A política do amor
A política do amor
Texto: Fabiano Alcantara
Cia de Dramas e Folias inaugura oficialmente amanhã, com o monólogo "Nave", o Teatro de Caixa, espaço cultural alternativo no Centro de Bauru; eventos no local vão ter preços populares
Bauru já tem um teatro. Não é municipal, estadual, federal, nada disso, é um teatro alternativo, quase um teatro de garagem, pequeno, mas honesto, muito honesto. Trata-se do Teatro de Caixa, iniciativa da Cia de Dramas e Folias.
"É um espaço sem pirotecnia, para quem sabe perceber o teatro na simplicidade", afirma o ator e escritor Ezequiel Rosa.
Junto com ele estão Marisa de Oliveira, Marcos Nery e Elaine Massucci, um grupo que cansou da falta de condições para o "escoamento" dos seus, digamos assim, produtos culturais.
"Não vou fazer crítica, minha política
é o amor. Só queremos mostrar nosso trabalho, que já tem 13 anos, e poder sair de Bauru. Com o teatro, agora nós temos uma base operacional. Além de podermos ministrar oficinas e abrir para outros grupos de Bauru e região", afirma Ezequiel.

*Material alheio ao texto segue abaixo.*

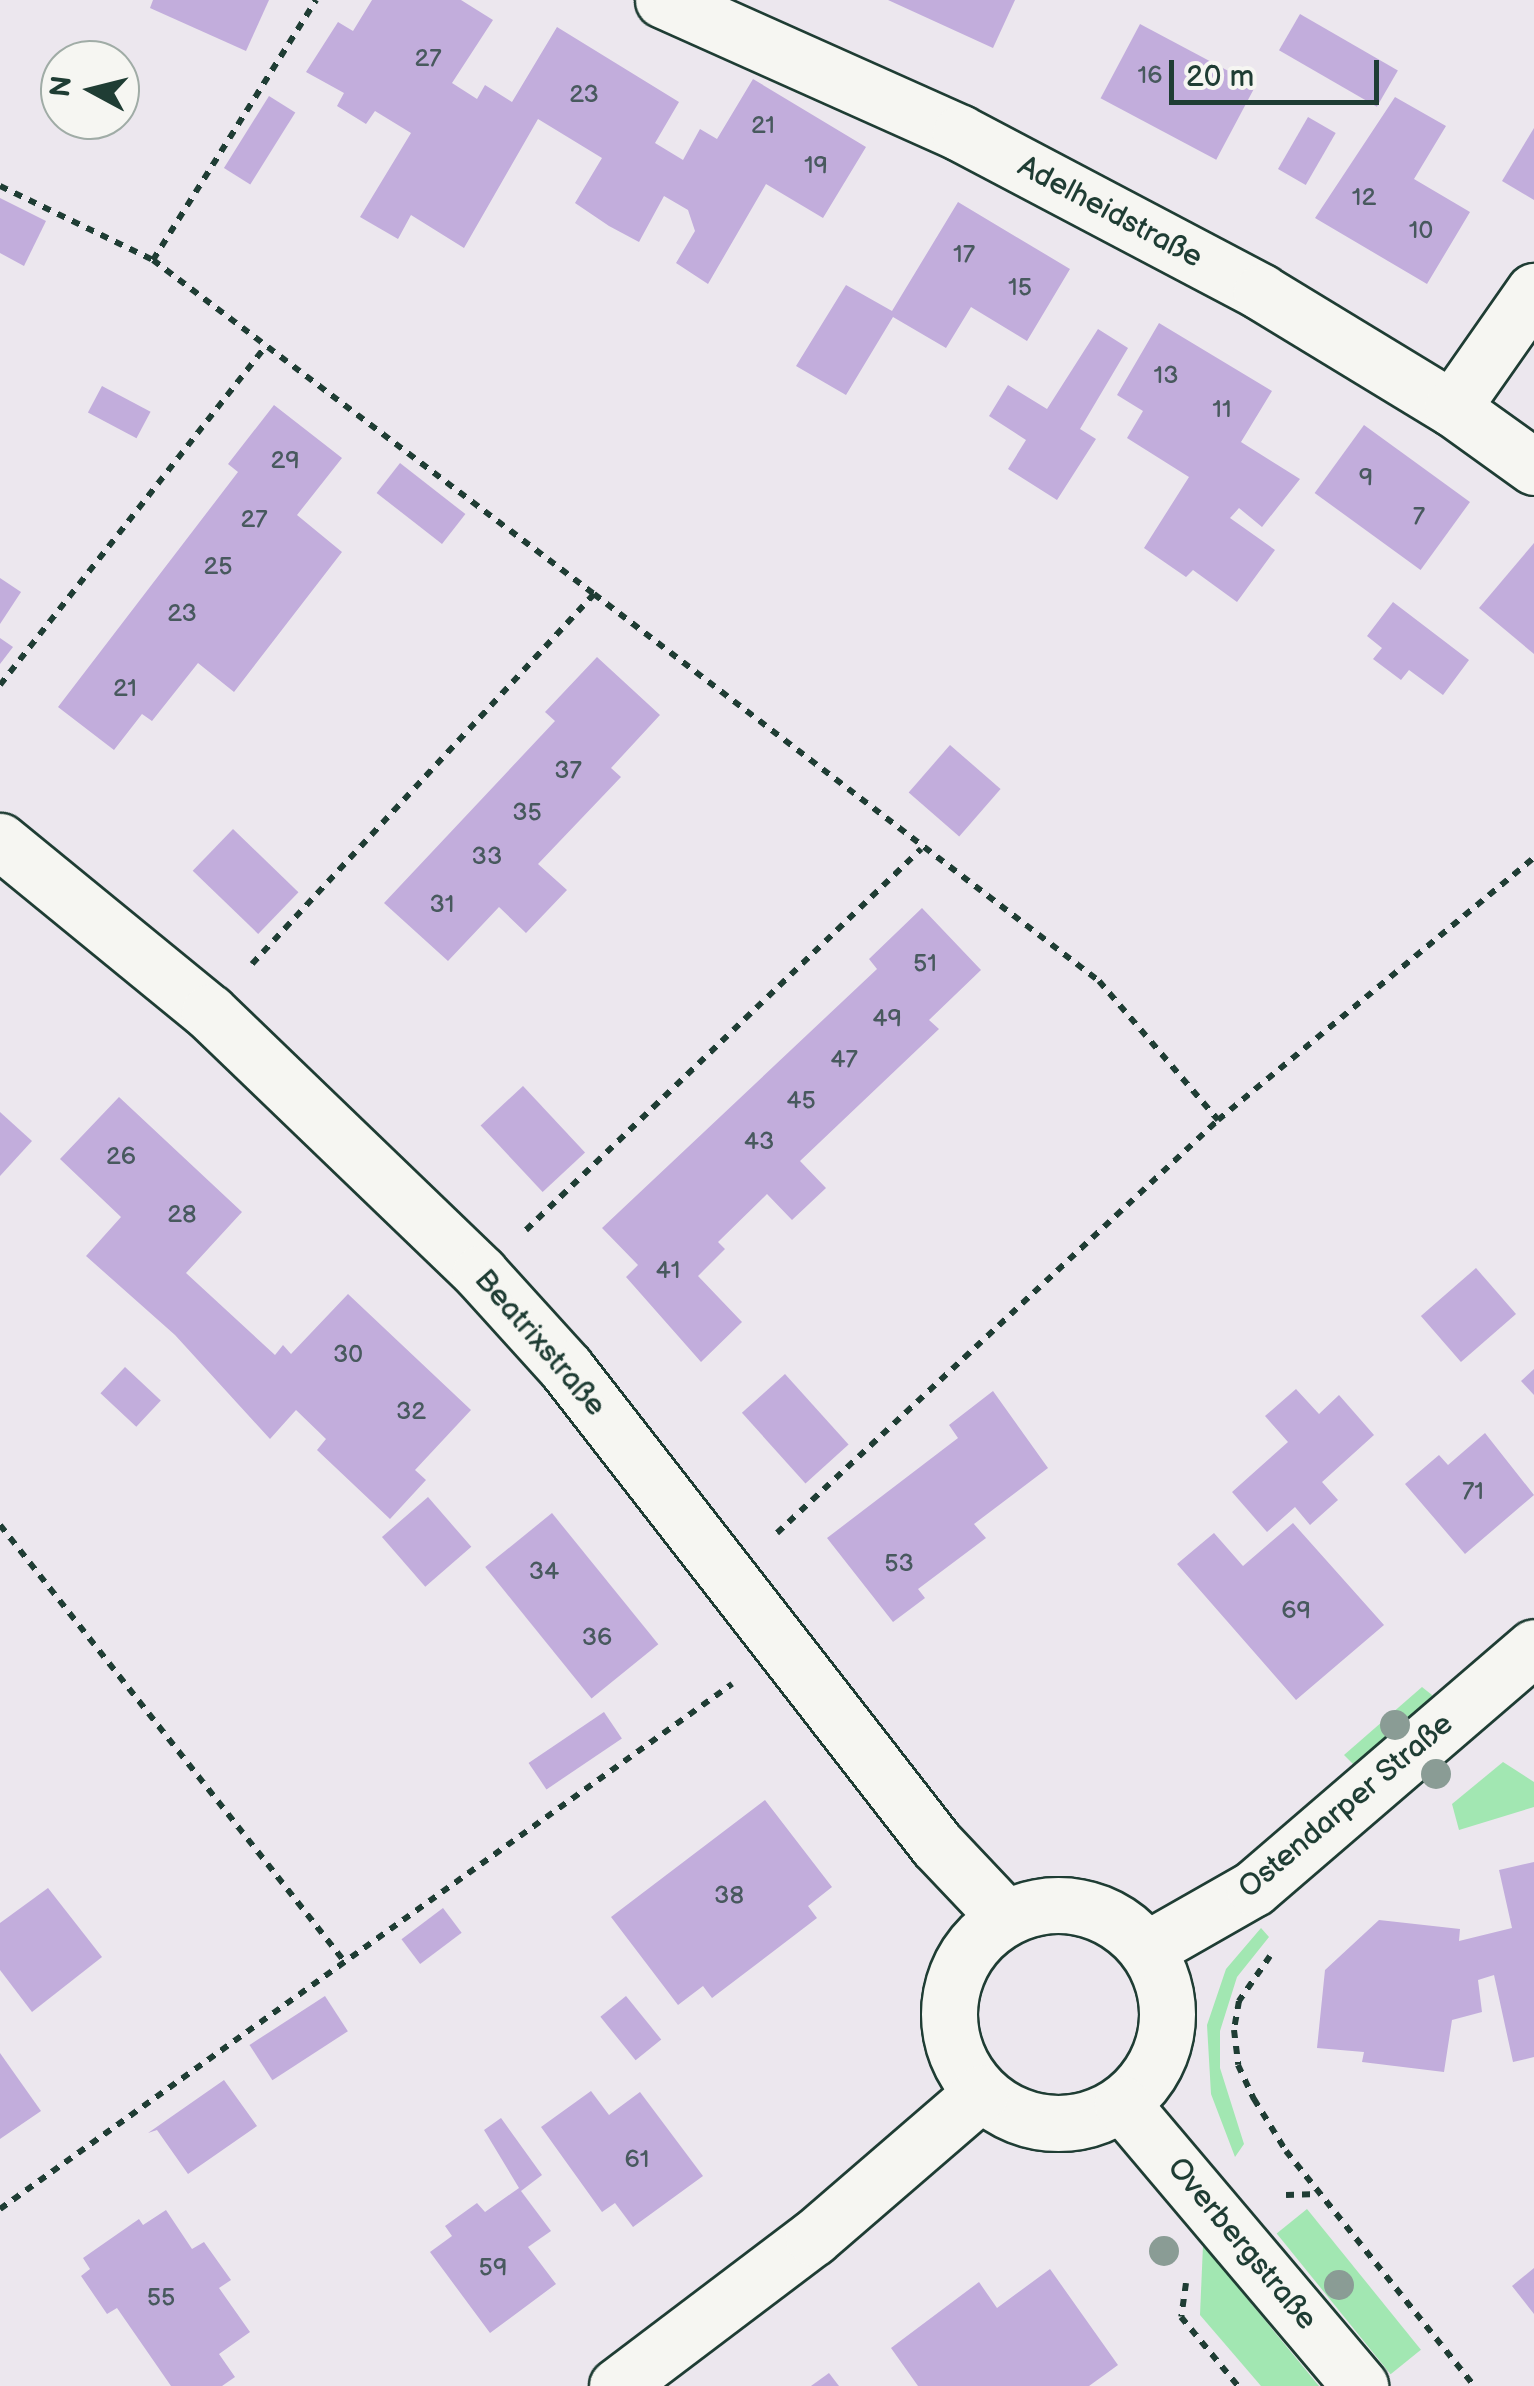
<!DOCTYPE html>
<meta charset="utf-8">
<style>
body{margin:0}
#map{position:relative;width:1534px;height:2386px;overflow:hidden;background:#ece7ee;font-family:"Balsamiq Sans",sans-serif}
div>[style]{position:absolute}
.green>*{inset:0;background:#a2e7b2;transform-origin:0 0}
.building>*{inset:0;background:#c2addc;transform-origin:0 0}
.path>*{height:6px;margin-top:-3px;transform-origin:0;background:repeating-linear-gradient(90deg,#1f3d34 0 8px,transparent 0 16px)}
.roads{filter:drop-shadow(2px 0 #1f3d34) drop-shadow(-2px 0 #1f3d34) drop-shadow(0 2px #1f3d34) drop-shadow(0 -2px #1f3d34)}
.minor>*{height:55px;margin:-27.5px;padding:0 27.5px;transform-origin:27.5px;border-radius:27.5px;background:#f6f6f2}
.minor>.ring{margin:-27.5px;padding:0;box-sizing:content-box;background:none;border:55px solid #f6f6f2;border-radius:50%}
.trees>*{width:30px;height:30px;margin:-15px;border-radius:50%;background:#8a9c95}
span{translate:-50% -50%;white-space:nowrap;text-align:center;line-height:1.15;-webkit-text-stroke:8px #f6f6f2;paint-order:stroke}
.number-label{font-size:25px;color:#48595e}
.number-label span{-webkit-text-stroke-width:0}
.street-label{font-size:30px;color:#1f3d34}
.north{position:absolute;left:40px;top:40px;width:100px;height:100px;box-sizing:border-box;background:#f6f6f2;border:2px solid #a0aca6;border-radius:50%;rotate:277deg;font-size:28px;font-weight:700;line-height:40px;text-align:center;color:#1f3d34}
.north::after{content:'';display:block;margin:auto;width:35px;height:45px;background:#1f3d34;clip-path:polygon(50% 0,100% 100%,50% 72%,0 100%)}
.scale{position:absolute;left:1169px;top:60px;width:210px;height:45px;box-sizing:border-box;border:5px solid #1f3d34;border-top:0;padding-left:12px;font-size:30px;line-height:35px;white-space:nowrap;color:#1f3d34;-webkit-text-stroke:8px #f6f6f2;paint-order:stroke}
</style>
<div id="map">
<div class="green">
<div style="clip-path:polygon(1422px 1687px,1432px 1695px,1429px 1713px,1370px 1764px,1353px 1764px,1344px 1755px)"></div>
<div style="clip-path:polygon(1503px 1762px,1534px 1782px,1534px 1807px,1459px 1830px,1452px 1804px)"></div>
<div style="clip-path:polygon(1261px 1928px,1269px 1937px,1237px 1977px,1220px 2031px,1220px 2068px,1244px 2144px,1235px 2157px,1211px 2094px,1207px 2025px,1226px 1969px)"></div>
<div style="left:1307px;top:2209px;width:181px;height:39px;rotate:51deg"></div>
<div style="clip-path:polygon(1203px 2245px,1319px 2386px,1261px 2386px,1200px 2315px)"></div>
</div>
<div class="building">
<div style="clip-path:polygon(153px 0,269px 0,246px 51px,150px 8px)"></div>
<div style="clip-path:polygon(372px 0,461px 0,493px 20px,452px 83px,477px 99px,485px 85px,512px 102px,557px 27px,679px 102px,655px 143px,683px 160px,700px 129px,717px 139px,753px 79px,866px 147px,823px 218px,766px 184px,708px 284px,676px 263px,695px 231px,688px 210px,664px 196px,639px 242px,609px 226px,575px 203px,602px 158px,538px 119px,464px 248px,411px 215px,398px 239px,360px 217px,411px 133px,375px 111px,366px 124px,337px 106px,344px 93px,306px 72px,338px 22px,353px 31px)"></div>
<div style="clip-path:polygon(888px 0,1015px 0,993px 48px)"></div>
<div style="left:1300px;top:14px;width:113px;height:42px;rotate:30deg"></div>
<div style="left:1140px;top:24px;width:131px;height:84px;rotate:28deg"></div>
<div style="left:269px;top:96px;width:31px;height:85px;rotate:32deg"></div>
<div style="clip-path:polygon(1395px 97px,1446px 126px,1414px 179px,1470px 212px,1427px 284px,1315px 218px)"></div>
<div style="left:1308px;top:117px;width:32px;height:60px;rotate:30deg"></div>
<div style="clip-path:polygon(1534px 128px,1534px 200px,1502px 181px)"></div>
<div style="clip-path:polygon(0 198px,46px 221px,24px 266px,0 253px)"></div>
<div style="clip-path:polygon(958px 202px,1070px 269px,1027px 341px,971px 307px,946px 348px,893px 317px,846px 395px,796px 366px,846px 285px,892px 311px)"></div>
<div style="clip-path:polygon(1159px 323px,1272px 391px,1241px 442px,1300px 479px,1262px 527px,1239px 508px,1230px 518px,1275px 550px,1237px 602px,1193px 570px,1186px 577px,1144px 548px,1189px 477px,1127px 438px,1143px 411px,1117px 395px)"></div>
<div style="clip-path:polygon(1098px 329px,1128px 348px,1080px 429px,1096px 439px,1057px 500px,1008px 469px,1026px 440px,989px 416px,1008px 385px,1047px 409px)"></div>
<div style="left:102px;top:386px;width:55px;height:30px;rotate:28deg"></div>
<div style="clip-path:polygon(274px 405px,342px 458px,297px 515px,342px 552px,234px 692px,198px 663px,152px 721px,142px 714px,114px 750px,58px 707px,238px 472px,228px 464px)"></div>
<div style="left:1364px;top:425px;width:131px;height:84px;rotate:36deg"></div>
<div style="left:400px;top:463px;width:83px;height:38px;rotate:38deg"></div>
<div style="clip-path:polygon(1534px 543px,1534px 654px,1479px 608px)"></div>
<div style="clip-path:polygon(0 578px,21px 592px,0 624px)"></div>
<div style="clip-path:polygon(1393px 602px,1469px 660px,1443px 695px,1409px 670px,1401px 680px,1373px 659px,1382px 648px,1367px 636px)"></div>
<div style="clip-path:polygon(0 638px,13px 647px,0 664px)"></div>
<div style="clip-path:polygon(597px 657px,660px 715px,611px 768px,621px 777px,538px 864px,567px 890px,526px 933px,499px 907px,448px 961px,384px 903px,555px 721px,545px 712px)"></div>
<div style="left:950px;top:745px;width:67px;height:63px;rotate:41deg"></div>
<div style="left:233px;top:829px;width:91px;height:58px;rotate:44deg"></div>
<div style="clip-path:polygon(922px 908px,981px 970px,929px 1020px,939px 1029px,800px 1161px,826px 1188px,792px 1220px,767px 1194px,718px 1242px,725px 1249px,698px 1276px,742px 1322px,701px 1362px,626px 1277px,638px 1265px,602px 1228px,877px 969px,869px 959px)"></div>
<div style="left:523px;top:1086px;width:91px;height:58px;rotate:47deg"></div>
<div style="clip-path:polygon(119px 1097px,242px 1212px,186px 1273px,275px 1355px,283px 1345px,291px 1354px,348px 1294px,471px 1410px,415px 1470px,426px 1480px,390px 1519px,317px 1450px,326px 1439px,296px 1410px,270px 1439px,175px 1335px,86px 1256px,121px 1217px,60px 1159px)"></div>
<div style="clip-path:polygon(0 1112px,32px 1141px,0 1176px)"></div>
<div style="left:1476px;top:1268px;width:61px;height:73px;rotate:49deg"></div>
<div style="left:125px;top:1367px;width:49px;height:36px;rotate:43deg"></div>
<div style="clip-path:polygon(1534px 1369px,1534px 1395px,1521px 1381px)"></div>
<div style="left:785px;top:1374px;width:95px;height:58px;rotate:48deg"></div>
<div style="clip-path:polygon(1296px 1389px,1319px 1414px,1339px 1395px,1374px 1435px,1322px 1482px,1338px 1500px,1310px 1525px,1295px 1507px,1267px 1532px,1232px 1492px,1288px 1442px,1265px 1416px)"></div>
<div style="clip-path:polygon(993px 1391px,1048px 1468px,974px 1524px,986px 1538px,918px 1589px,925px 1598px,893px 1622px,827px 1538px,958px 1438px,949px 1425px)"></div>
<div style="clip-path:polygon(1485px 1433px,1534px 1495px,1465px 1554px,1405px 1484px,1439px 1455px,1448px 1465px)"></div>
<div style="left:428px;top:1497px;width:66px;height:61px;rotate:49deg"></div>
<div style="left:552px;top:1513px;width:169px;height:86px;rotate:51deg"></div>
<div style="clip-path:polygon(1293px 1523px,1384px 1625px,1296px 1700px,1177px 1564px,1214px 1533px,1243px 1566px)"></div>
<div style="left:604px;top:1712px;width:32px;height:91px;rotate:56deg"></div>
<div style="clip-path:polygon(765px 1800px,832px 1887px,808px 1906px,817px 1918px,712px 1998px,703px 1986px,678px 2005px,611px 1917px)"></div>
<div style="clip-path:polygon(1534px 1862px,1534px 2057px,1513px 2062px,1494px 1975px,1478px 1980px,1482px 2012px,1452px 2020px,1444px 2072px,1362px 2062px,1364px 2052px,1317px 2048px,1325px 1970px,1379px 1920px,1460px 1929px,1459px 1941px,1512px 1928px,1499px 1870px)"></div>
<div style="clip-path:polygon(48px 1888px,102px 1957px,32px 2012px,0 1970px,0 1923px)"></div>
<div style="left:443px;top:1908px;width:31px;height:52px;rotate:53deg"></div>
<div style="left:325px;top:1996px;width:42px;height:90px;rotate:57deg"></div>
<div style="left:626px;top:1996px;width:56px;height:33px;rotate:51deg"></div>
<div style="clip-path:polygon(0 2053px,41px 2111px,0 2139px)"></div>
<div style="clip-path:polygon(224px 2080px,257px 2126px,188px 2174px,157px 2130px,148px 2133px)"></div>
<div style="clip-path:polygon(591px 2091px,609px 2115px,640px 2092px,703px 2176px,633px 2227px,615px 2203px,602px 2212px,541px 2127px)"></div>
<div style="clip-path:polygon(501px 2118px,542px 2175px,521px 2191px,551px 2231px,528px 2247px,556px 2284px,490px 2333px,430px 2252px,452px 2236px,445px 2226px,477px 2203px,485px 2212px,519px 2188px,484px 2130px)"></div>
<div style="clip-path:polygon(166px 2210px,192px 2249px,204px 2242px,231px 2280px,219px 2288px,250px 2332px,219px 2354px,235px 2377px,222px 2386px,171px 2386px,117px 2308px,107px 2314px,81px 2276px,90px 2269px,83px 2258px,139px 2219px,143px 2225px)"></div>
<div style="clip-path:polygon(1534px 2268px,1534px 2314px,1512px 2286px)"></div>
<div style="clip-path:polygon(1050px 2269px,1118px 2365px,1089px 2386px,918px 2386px,891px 2348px,979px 2282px,997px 2308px)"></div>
<div style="clip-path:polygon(829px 2373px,839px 2386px,811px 2386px)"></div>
</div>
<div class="path">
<div style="left:0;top:186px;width:170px;rotate:25.8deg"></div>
<div style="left:153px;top:260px;width:553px;rotate:37.14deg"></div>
<div style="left:594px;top:594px;width:636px;rotate:37.46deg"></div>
<div style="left:1099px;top:981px;width:183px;rotate:49.4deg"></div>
<div style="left:1218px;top:1120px;width:410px;rotate:-39.7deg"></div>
<div style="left:153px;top:260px;width:307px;rotate:-57.9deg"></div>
<div style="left:0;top:685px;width:432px;rotate:-51.9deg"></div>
<div style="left:252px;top:964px;width:504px;rotate:-47.25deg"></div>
<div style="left:526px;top:1230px;width:549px;rotate:-43.97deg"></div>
<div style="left:0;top:1525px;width:555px;rotate:51.73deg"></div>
<div style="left:777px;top:1533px;width:604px;rotate:-43.12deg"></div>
<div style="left:1270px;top:1956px;width:55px;rotate:124.6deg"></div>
<div style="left:1239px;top:2001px;width:29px;rotate:100deg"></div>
<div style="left:1234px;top:2030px;width:35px;rotate:83deg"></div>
<div style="left:1238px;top:2065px;width:38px;rotate:65deg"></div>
<div style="left:1254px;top:2099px;width:61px;rotate:58.4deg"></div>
<div style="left:1286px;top:2151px;width:301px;rotate:51.3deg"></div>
<div style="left:1286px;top:2195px;width:32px;rotate:-2deg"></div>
<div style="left:0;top:2209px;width:901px;rotate:-35.65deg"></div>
<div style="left:1186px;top:2283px;width:34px;rotate:98deg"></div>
<div style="left:1181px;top:2317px;width:89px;rotate:50.4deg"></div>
</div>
<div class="roads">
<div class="minor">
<div style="left:663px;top:0;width:325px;rotate:24.1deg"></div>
<div style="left:960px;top:133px;width:340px;rotate:27.8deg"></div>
<div style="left:1261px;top:292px;width:223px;rotate:31.3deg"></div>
<div style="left:1452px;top:408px;width:101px;rotate:35.7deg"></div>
<div style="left:1452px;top:408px;width:143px;rotate:-55deg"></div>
<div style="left:0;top:841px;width:270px;rotate:39.3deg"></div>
<div style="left:209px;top:1012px;width:376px;rotate:43.9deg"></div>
<div style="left:480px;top:1273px;width:128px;rotate:47.8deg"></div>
<div style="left:566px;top:1368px;width:604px;rotate:52.13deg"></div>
<div style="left:937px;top:1845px;width:99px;rotate:46.6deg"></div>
<div class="ring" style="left:949px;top:1905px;width:163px;height:163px"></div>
<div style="left:1147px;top:1949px;width:123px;rotate:-29.7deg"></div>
<div style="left:1254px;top:1888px;width:369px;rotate:-40.7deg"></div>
<div style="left:1122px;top:2104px;width:369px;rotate:49.8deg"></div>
<div style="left:617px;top:2386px;width:246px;rotate:-37.1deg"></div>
<div style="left:813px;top:2238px;width:222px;rotate:-40.8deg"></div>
</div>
</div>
<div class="trees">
<div style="left:1395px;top:1725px"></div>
<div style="left:1436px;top:1774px"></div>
<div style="left:1164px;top:2251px"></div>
<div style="left:1339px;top:2285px"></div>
</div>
<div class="number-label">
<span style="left:428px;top:59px">27</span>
<span style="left:1150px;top:76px">16</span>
<span style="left:584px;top:95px">23</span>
<span style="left:763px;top:126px">21</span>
<span style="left:816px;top:166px">19</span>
<span style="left:1364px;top:198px">12</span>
<span style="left:1421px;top:231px">10</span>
<span style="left:964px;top:255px">17</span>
<span style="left:1020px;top:288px">15</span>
<span style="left:1166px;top:376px">13</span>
<span style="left:1222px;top:410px">11</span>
<span style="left:285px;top:461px">29</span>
<span style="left:1366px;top:478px">9</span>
<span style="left:1419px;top:517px">7</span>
<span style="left:254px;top:520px">27</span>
<span style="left:218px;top:567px">25</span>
<span style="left:182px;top:614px">23</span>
<span style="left:125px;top:689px">21</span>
<span style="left:568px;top:771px">37</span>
<span style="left:527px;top:813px">35</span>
<span style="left:487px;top:857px">33</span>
<span style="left:442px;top:905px">31</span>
<span style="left:925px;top:964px">51</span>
<span style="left:887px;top:1019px">49</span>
<span style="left:844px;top:1060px">47</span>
<span style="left:801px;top:1101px">45</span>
<span style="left:759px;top:1142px">43</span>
<span style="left:121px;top:1157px">26</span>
<span style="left:182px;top:1215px">28</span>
<span style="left:668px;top:1271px">41</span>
<span style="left:348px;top:1355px">30</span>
<span style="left:411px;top:1412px">32</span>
<span style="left:1473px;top:1492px">71</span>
<span style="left:899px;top:1564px">53</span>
<span style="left:544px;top:1572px">34</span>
<span style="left:1296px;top:1611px">69</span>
<span style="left:597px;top:1638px">36</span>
<span style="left:729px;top:1896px">38</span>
<span style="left:637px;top:2160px">61</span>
<span style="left:493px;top:2268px">59</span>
<span style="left:161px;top:2298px">55</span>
</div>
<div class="street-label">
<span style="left:1110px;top:212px;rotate:28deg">Adelheidstraße</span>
<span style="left:540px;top:1343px;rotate:49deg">Beatrixstraße</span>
<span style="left:1346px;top:1806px;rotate:-40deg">Ostendarper Straße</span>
<span style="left:1242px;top:2244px;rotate:50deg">Overbergstraße</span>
</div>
<div class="north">N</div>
<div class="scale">20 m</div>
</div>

Amanhã e domingo, às 20h30 (R$ 3,00), o ator começa a segunda batalha, após uma luta para conseguir encontrar um espaço e adaptá-lo para o teatro. Ezequiel mostra o espetáculo solo "Nave", no qual apresenta uma visão lírica, onírica e esquizofrênica
(como toda boa arte) baseada nos navios negreiros.
No espetáculo, ele recita Clarice Lispector e Manoel Bandeira para fazer um paralelo entre a viagem dos navegantes escravos e a viagem do homem contemporâneo no planeta Terra. "Os versos que sintetizam o espetáculo são de Clarice: Vem por aqui/ Dizem-me alguns com os olhos doces/ Estendendo meus braços e seguros de que seria bom que os ouvissem quando dizem vem por aqui/ Eu olho-os com os olhos laços e há em meus olhos ironias e cansaços/ Eu cruzo os braços e nunca vou por aí", afirma.
Quem for conferir o espetáculo, e dar sua contribuição para o teatro alternativo, vai perceber porque Ezequiel trilha o caminho da independência. Com uma arte personalista e tratando sempre do amor, o ator e escritor vai construindo sua carreira aberto para influências que vão da comédia dell'arte ao butoh, passando pela folia de reis, a ópera bufa, e o teatro essencial de Denise Stockolos.
"Tudo que eu vejo e gosto eu como (no sentido antropofágico)", afirma. Quem pensa, no entanto, que o trabalho de Ezequiel é uma colcha de retalhos se engana. Intimista, apesar de preocupado com a resposta do público, sua arte se unifica na preocupação com a espiritualidade, herança do pai folião de reis. "Eu não consigo fazer teatro sem dosar o sagrado", afirma.
Tudo isso é muito sutil no seu trabalho, quem for ver "Nave" vai perceber. O teatro da Cia de Dramas e Folias é sobretudo divertimento. É assim, sensível, honesto, amoroso e divertido. Quem precisa de mais que isso?
Serviço
"Nave", espetáculo solo de Ezequiel Rosa, da Cia de Dramas e Folias, amanhã e domingo, às 20h30. Ingresso: R$ 3,00. O Teatro de Caixa fica na avenida Rodrigues Alves, 11-46 (entrada pela rua André Padilha, 1-39).